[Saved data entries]
────────────────────────────────────────
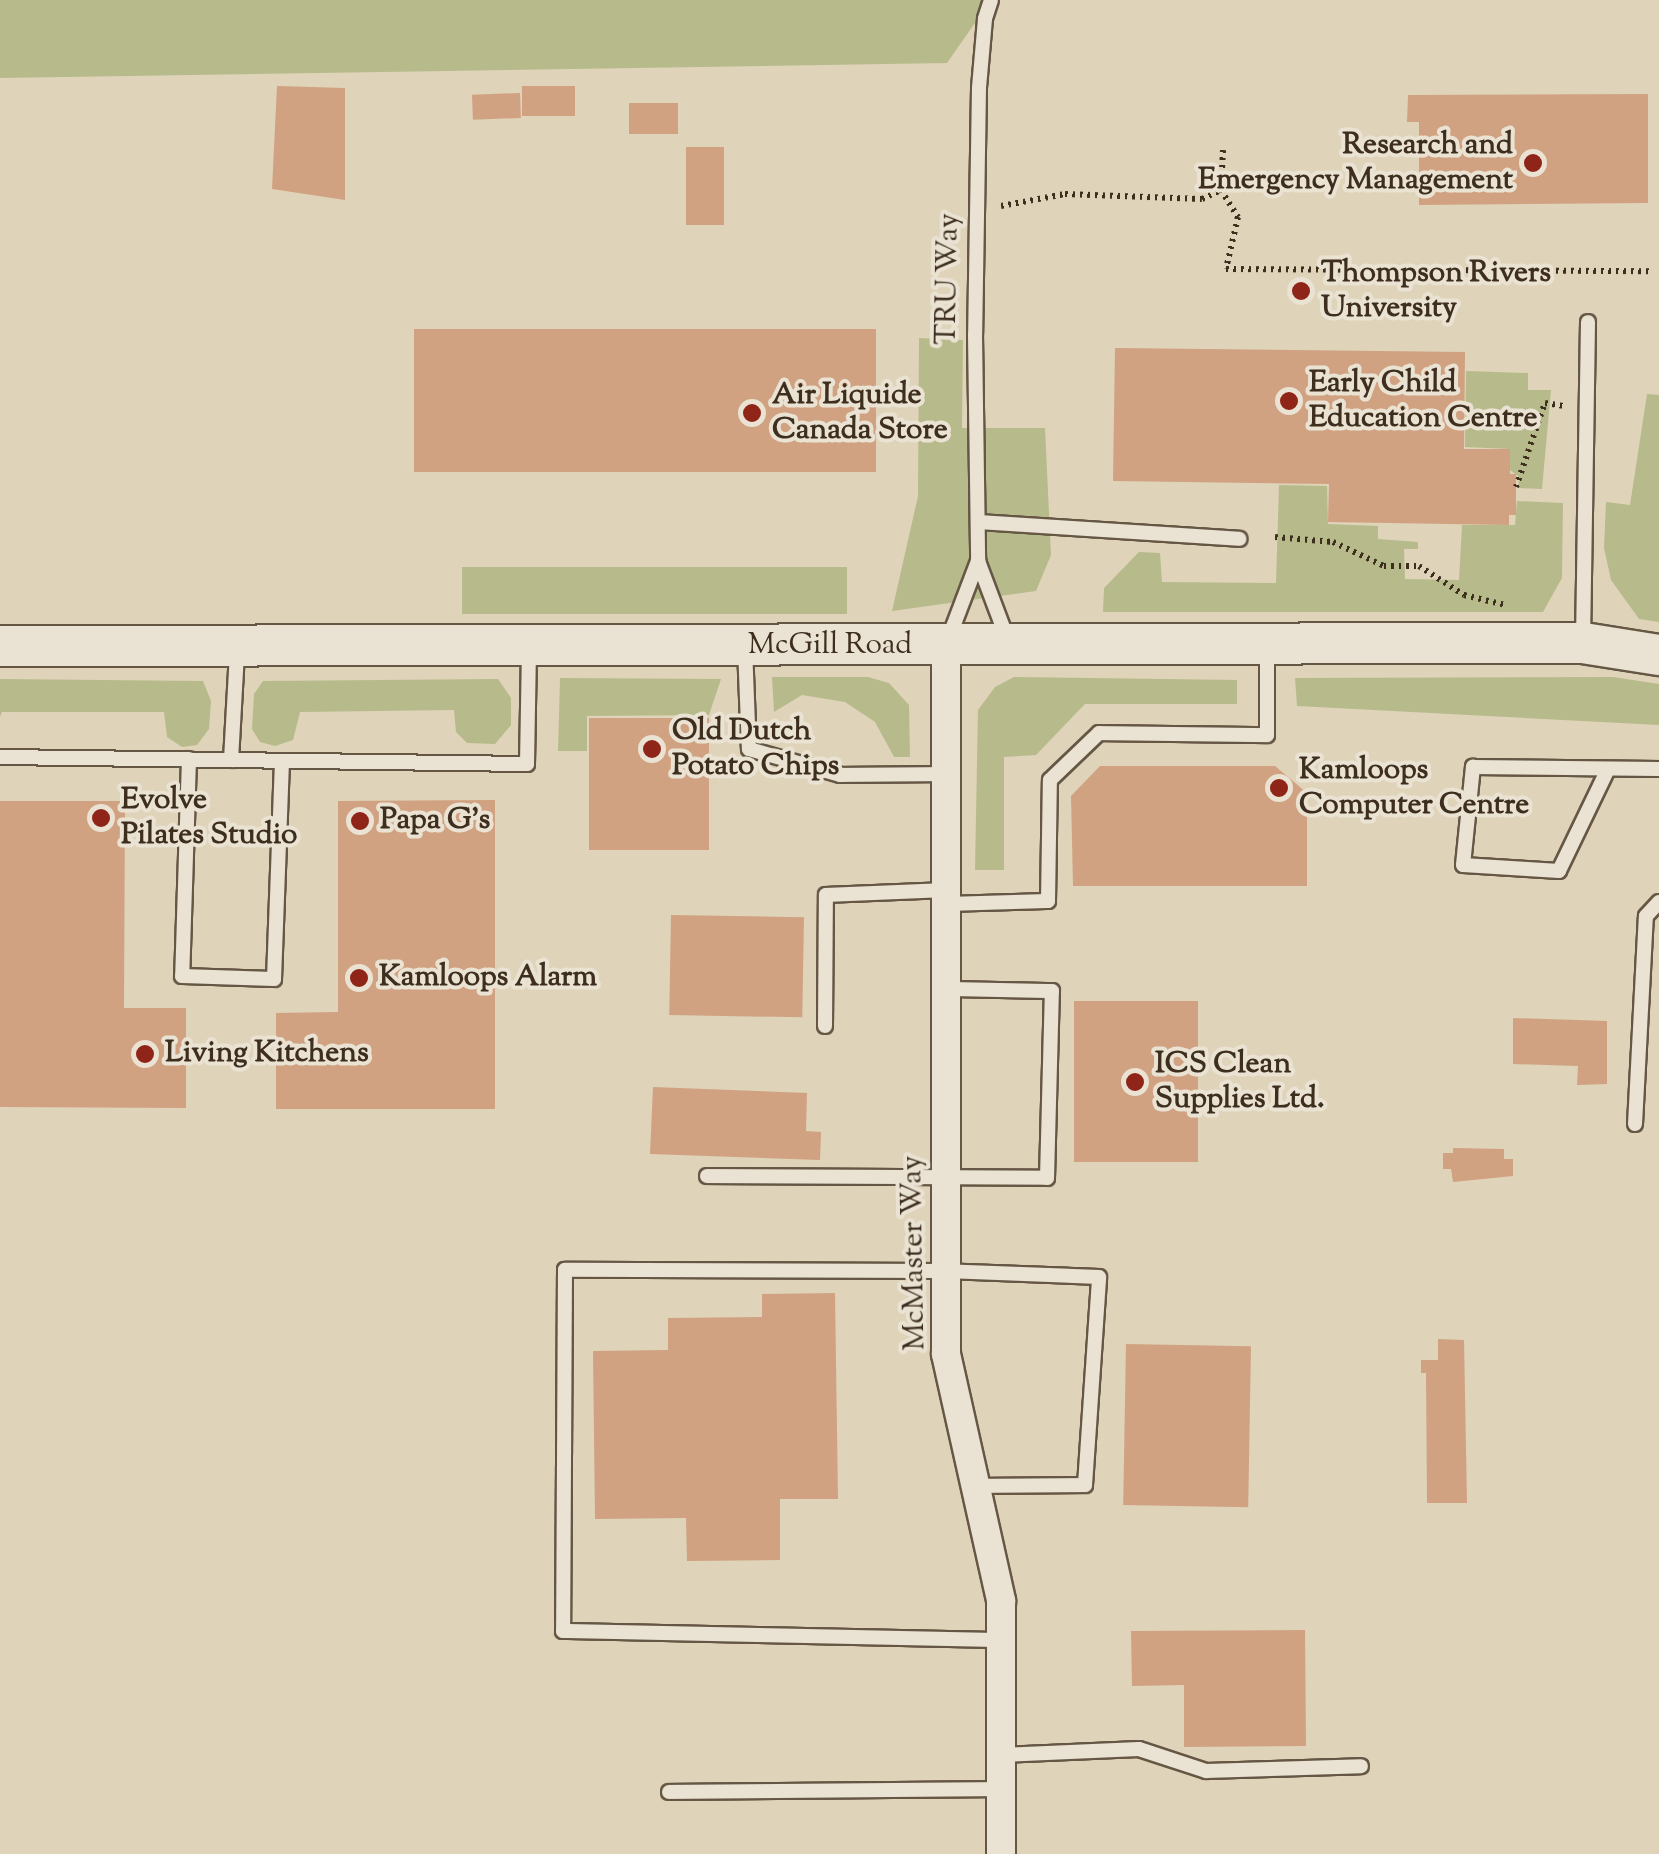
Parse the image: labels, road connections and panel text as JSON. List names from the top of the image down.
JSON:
{
  "streets": {
    "street": ["McGill Road", "McMaster Way"],
    "lane": ["TRU Way"]
  },
  "crossings": [
    ["McGill Road", "McMaster Way"]
  ],
  "places": [
    "Research and Emergency Management",
    "Thompson Rivers University",
    "Early Child Education Centre",
    "Air Liquide Canada Store",
    "Old Dutch Potato Chips",
    "Kamloops Computer Centre",
    "Evolve Pilates Studio",
    "Papa G's",
    "Kamloops Alarm",
    "Living Kitchens",
    "ICS Clean Supplies Ltd."
  ]
}
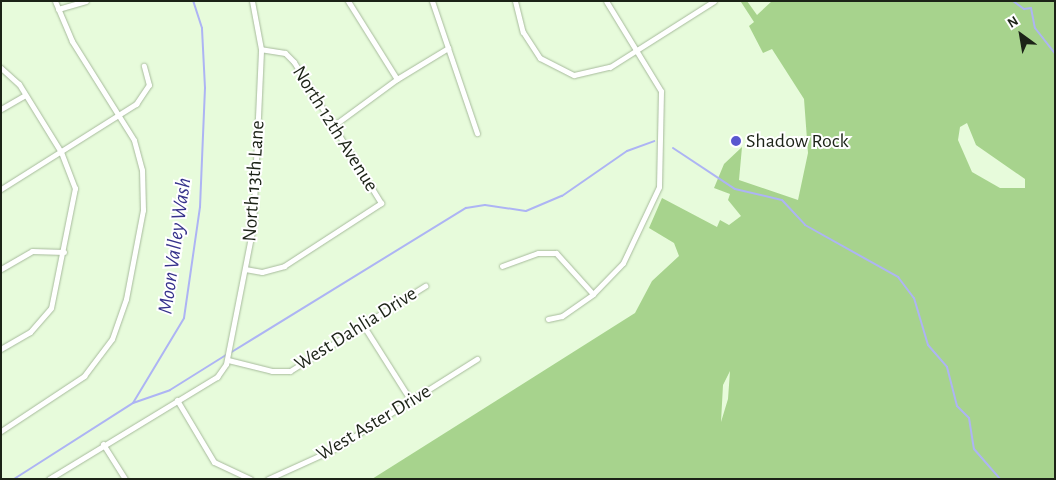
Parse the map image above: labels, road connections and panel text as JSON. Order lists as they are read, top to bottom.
{
  "streets": {
    "street": [
      "North 12th Avenue",
      "North 13th Lane",
      "West Dahlia Drive",
      "West Aster Drive"
    ]
  },
  "crossings": [
    ["North 12th Avenue", "North 13th Lane"],
    ["North 13th Lane", "West Dahlia Drive"]
  ],
  "water": ["Moon Valley Wash"],
  "places": ["Shadow Rock"],
  "north": "top left"
}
────────────────────────────────────────
→ **Activity**:
An exact copy of every line from the one containing "Parse the map" through the last line of the entries is required; please add nothing.

→ **Result of this exercise**:
Parse the map image above: labels, road connections and panel text as JSON. Order lists as they are read, top to bottom.
{
  "streets": {
    "street": [
      "North 12th Avenue",
      "North 13th Lane",
      "West Dahlia Drive",
      "West Aster Drive"
    ]
  },
  "crossings": [
    ["North 12th Avenue", "North 13th Lane"],
    ["North 13th Lane", "West Dahlia Drive"]
  ],
  "water": ["Moon Valley Wash"],
  "places": ["Shadow Rock"],
  "north": "top left"
}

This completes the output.